Applications of Data Science

  1. Search Engines: Used to provide faster and more relevant search results.

    • Example: Displaying topmost visited web links for a given search query.
  2. Transport: Applied in driverless cars to reduce accidents.

    • Example: Analyzing data on speed limits, traffic conditions, and driving situations.
  3. Finance: Automates risk analysis and predicts future trends.

    • Example: Predicting customer lifetime value and stock market movements.
  4. E-Commerce: Enhances user experience with personalized recommendations.

    • Example: Suggesting similar products based on past searches and purchases.
  5. Health Care: Used for detecting tumors, drug discovery, medical image analysis, virtual medical bots, genetics, genomics, and predictive modeling for diagnosis.

  6. Image Recognition: Used in image recognition for tagging.

    • Example: Facebook's auto-tagging feature.
  7. Targeting Recommendation: Provides targeted advertisements.

    • Example: Displaying ads for a mobile phone after the user searches for it online.
  8. Airline Routing Planning: Predicts flight delays and optimizes routes.

  9. Data Science in Gaming: Improves computer opponent performance using past data.

    • Example: Chess, EA Sports.
  10. Delivery Logistics: Finds the best routes, delivery times, and modes of transport.

    • Example: DHL, FedEx.
  11. Autocomplete: Provides auto-completion suggestions in various applications.

    • Example: Google Mail, search engines, social media.

Data Security Issues

  • Data Storage: Adopting cloud data storage introduces security risks.

    • Solution: Combining on-premise and cloud storage to balance security and flexibility, employing cybersecurity experts for on-premise databases.
  • Fake Data: Inaccurate information can lead to unnecessary actions and reduced production.

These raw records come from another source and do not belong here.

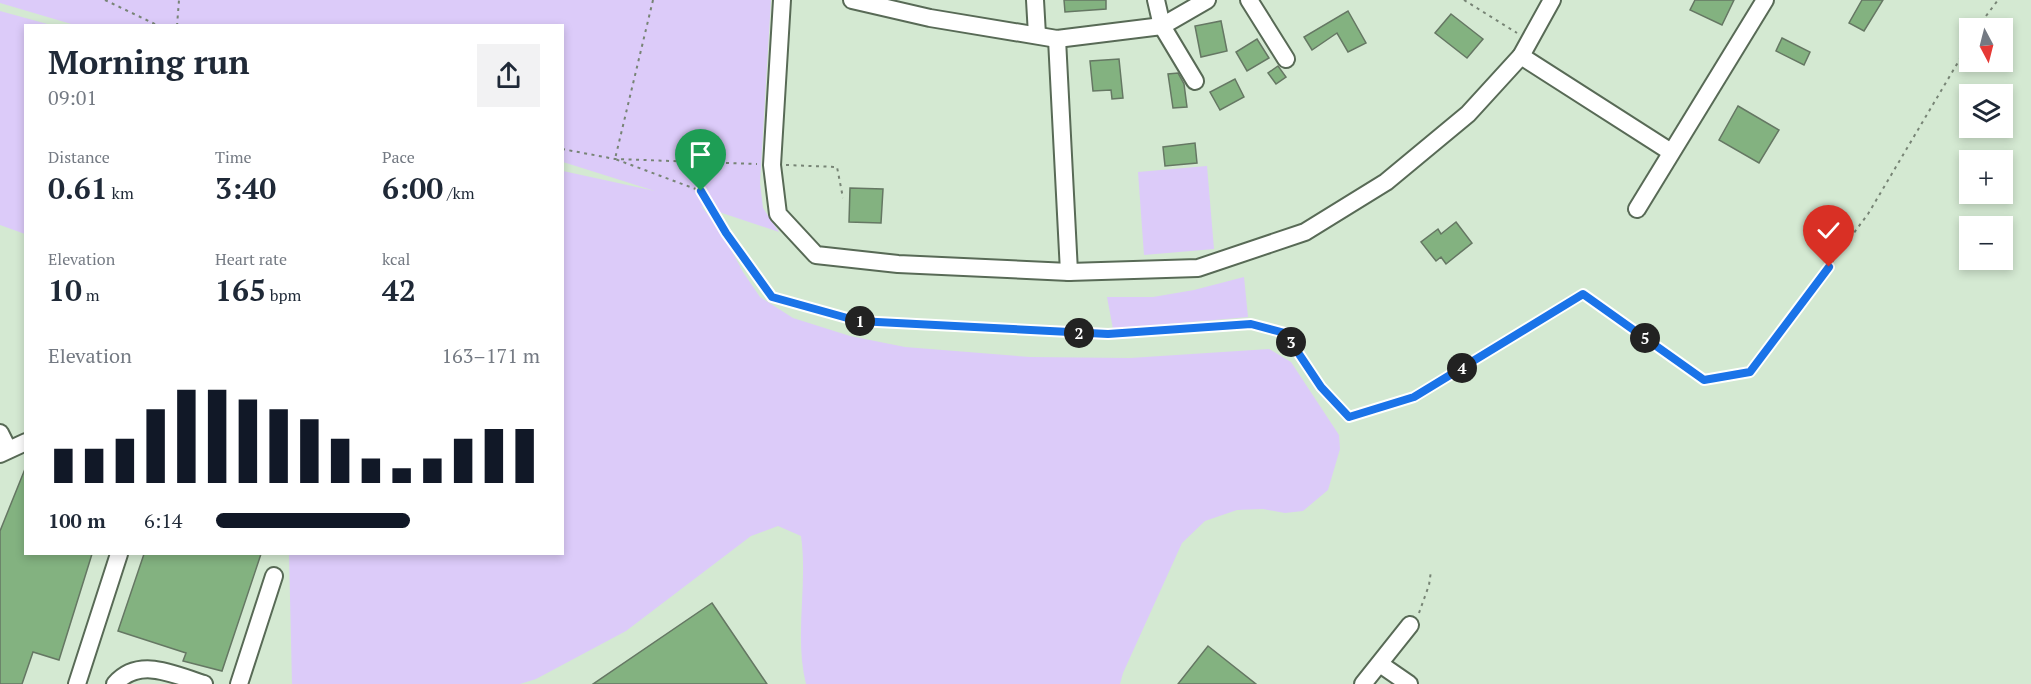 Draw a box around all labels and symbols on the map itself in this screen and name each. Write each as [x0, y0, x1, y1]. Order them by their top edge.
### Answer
north arrow [1959, 18, 2013, 72]
pin [675, 129, 726, 191]
pin [1803, 205, 1854, 267]
pin: 1 [845, 306, 875, 336]
pin: 2 [1064, 318, 1094, 348]
pin: 5 [1630, 323, 1660, 353]
pin: 3 [1276, 327, 1306, 357]
pin: 4 [1447, 353, 1477, 383]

    • Solution: Validating data sources and evaluating machine-learning models to find anomalies.
  • Data Privacy: Protecting sensitive information from cyberattacks and data loss.

    • Solution: Implementing strict data privacy principles, access management services, and following rules for data handling and network security.
  • Data Management: Security breaches can compromise critical business information.

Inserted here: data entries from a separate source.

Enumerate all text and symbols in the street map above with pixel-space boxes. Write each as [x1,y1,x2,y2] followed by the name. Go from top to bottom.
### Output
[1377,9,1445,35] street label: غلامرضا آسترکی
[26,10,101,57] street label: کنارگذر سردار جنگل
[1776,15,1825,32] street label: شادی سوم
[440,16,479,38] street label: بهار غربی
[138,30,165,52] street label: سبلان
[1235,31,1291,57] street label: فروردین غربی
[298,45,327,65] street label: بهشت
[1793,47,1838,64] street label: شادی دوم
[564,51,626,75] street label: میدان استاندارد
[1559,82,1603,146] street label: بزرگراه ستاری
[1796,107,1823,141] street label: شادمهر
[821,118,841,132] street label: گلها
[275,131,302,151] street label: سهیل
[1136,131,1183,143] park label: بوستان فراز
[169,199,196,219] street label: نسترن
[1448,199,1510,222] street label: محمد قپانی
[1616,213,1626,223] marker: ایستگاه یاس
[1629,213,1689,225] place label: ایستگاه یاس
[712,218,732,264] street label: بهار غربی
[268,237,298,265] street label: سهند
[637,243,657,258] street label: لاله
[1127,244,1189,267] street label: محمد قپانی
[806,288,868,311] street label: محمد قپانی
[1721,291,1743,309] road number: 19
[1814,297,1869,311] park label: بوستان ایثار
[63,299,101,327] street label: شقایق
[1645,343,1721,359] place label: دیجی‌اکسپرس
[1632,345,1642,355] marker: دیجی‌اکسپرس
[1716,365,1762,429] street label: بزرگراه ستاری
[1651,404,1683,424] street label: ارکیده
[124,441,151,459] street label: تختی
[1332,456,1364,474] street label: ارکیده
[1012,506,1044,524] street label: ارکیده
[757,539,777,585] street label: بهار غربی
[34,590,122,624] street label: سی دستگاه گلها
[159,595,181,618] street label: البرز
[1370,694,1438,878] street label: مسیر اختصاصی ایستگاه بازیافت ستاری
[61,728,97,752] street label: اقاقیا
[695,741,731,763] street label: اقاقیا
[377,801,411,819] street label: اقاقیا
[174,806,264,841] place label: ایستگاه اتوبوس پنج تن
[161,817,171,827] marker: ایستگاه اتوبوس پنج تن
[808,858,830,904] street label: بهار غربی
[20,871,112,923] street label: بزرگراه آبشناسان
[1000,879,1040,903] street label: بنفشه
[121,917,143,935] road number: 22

    • Solution: Deploying highly secured databases with access controls, practicing data encryption, segmenting and partitioning data, securing data on the move, and implementing a trusted server.
  • Data Access Control: Managing which data users can view or edit.

    • Solution: Shifting to cloud-based Identity Access Management (IAM) and following relevant ISO standards.
  • Data Poisoning: Tampering with training data of machine learning models.

    • Solution: Using outlier detection to separate injected elements from the existing data distribution.
  • Employee Theft: Employees leaking sensitive information.

    • Solution: Implementing legal policies, securing the network with a virtual private network, and using Desktop as a Service (DaaS) to eliminate local data storage.